“VFEmail ONLY does email, so our job is to ensure the system is always available.” So reads the first line of the company’s About page on its website. But after hackers wiped out the company’s data yesterday, a message on its home page read, “We have suffered catastrophic destruction at the hands of a hacker, last seen as firstname.lastname@example.org
This person has destroyed all data in the US, both primary and backup systems. We are working to recover what data we can.”
The email provider serves both businesses and end users. On February 11, hackers obliterated the company’s US servers and all the customer data they contained.
In a series of tweets that started yesterday morning, the saga played out like a plane going down. It began with the company tweeting that systems were out, followed hours later by news that a hacker had been caught in the Netherlands formatting a server.
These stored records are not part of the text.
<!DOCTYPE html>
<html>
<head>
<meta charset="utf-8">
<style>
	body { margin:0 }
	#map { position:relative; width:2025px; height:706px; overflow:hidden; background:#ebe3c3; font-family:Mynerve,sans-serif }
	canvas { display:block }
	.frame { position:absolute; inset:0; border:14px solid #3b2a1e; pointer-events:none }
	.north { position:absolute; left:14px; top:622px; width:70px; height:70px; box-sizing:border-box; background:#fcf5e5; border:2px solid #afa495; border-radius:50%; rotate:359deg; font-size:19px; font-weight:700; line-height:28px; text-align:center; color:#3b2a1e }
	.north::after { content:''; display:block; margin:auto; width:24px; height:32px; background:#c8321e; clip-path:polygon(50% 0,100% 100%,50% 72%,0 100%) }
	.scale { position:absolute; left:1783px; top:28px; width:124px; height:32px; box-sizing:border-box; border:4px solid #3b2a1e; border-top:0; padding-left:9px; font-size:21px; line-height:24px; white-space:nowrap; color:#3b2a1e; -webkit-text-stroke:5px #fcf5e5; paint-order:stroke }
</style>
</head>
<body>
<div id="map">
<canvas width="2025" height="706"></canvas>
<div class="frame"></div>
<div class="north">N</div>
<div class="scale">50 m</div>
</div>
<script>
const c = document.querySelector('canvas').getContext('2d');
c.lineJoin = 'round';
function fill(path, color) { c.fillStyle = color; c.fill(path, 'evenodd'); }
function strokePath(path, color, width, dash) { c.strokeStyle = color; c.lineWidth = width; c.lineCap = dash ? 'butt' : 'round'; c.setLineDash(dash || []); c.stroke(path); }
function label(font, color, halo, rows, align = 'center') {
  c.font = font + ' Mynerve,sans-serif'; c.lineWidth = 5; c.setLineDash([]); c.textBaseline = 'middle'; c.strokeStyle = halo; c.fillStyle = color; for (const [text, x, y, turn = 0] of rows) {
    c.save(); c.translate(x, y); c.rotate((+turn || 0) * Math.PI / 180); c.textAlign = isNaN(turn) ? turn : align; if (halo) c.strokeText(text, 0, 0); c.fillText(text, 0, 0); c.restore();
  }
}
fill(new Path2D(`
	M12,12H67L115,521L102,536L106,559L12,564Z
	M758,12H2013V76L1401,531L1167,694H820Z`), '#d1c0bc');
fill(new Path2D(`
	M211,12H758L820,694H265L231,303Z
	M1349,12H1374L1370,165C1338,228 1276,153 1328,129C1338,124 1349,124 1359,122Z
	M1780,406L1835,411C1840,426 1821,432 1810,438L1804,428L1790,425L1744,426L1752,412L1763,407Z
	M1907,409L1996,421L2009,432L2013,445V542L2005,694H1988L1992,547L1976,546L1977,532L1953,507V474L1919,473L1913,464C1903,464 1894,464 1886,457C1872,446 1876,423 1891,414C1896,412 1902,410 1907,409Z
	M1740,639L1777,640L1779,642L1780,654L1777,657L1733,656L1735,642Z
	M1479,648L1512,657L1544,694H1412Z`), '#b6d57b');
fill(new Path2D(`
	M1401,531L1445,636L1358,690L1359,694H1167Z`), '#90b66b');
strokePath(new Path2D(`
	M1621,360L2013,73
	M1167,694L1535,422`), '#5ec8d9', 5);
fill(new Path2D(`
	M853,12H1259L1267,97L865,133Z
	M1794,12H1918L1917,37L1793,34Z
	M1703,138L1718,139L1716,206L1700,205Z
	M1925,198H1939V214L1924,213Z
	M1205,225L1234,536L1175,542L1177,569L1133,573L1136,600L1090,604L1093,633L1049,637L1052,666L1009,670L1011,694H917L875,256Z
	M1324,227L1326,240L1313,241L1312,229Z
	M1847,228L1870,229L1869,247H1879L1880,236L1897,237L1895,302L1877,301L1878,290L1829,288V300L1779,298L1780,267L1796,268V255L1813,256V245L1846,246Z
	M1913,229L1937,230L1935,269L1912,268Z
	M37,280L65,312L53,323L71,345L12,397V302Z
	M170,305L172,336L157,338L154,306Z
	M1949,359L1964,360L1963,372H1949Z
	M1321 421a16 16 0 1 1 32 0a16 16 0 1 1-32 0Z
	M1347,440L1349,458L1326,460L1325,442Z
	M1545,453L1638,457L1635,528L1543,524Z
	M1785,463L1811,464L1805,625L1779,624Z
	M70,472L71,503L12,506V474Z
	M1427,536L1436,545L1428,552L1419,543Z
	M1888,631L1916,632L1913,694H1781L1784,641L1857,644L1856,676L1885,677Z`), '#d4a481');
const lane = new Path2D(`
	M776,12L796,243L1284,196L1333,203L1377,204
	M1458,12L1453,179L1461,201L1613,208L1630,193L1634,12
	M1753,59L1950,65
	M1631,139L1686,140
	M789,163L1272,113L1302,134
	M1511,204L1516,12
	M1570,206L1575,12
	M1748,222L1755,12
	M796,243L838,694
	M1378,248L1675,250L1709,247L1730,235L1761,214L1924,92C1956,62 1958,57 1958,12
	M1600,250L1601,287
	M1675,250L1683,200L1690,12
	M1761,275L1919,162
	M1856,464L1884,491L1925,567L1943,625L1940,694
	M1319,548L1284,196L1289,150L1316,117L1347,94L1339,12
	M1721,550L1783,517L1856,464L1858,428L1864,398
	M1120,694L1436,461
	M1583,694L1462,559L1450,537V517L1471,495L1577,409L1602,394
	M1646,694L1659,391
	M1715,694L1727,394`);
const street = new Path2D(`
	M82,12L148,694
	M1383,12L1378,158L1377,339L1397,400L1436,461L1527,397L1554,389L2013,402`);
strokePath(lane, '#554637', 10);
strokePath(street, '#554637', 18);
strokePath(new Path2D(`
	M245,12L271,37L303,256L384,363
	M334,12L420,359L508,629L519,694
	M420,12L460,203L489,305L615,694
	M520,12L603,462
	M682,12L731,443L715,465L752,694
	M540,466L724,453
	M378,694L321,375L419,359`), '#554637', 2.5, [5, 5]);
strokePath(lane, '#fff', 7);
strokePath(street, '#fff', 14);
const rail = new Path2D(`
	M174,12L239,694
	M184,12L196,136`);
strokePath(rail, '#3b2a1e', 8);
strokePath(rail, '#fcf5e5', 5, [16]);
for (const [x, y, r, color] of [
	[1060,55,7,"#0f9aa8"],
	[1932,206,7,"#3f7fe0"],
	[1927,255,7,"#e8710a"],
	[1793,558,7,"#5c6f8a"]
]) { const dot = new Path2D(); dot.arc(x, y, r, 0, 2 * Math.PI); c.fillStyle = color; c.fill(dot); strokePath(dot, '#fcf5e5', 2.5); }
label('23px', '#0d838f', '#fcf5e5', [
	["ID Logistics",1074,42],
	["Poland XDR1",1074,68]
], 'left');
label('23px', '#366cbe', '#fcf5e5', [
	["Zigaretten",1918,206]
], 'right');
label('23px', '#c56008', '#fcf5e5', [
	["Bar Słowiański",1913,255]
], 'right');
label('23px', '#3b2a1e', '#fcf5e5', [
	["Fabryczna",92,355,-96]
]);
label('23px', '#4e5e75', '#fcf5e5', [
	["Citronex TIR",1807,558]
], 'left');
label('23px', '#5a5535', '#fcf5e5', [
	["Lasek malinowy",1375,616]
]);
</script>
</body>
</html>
Then, reports Brian Krebs of KrebsOnSecurity, this message:
“At this time, the attacker has formatted all the disks on every server,” wrote VFEmail. “Every VM [virtual machine] is lost. Every file server is lost, every backup server is lost. Strangely, not all VMs shared the same authentication, but all were destroyed. This was more than a multi-password via ssh exploit, and there was no ransom. Just attack and destroy.”
VFEmail owner Rick Romero told Krebs that he worries that 18 years of customer emails are gone forever. One user told Krebs that his inbox had been completely cleaned, wiping out about 60,000 emails that spanned 10 years.
Romero also told Krebs he believes the attacker was operating from Bulgaria. “I haven’t done much digging yet on the actors,” he said. “It looked like the IP was a Bulgarian hosting company. So I’m assuming it was just a virtual machine they were using to launch the attack from. There definitely was something that somebody didn’t want found. Or, I really pissed someone off. That’s always possible.”
The force of the cyberattack has some experts surprised. ZDNet points out that it’s unusual that a hacker goes for the guts and wipes out all the data. Often, server attacks serve as beachheads to run botnets, host malware, or demand a ransom.
As KrebsOnSecurity writes, “…Such actions are an unsettling reminder that although most cybercriminals have some kind of short- or long-term profit motive in mind, an intruder with privileged access to a network can just as well virtually destroy everything within reach as they can plant malware or extortion threats like ransomware.”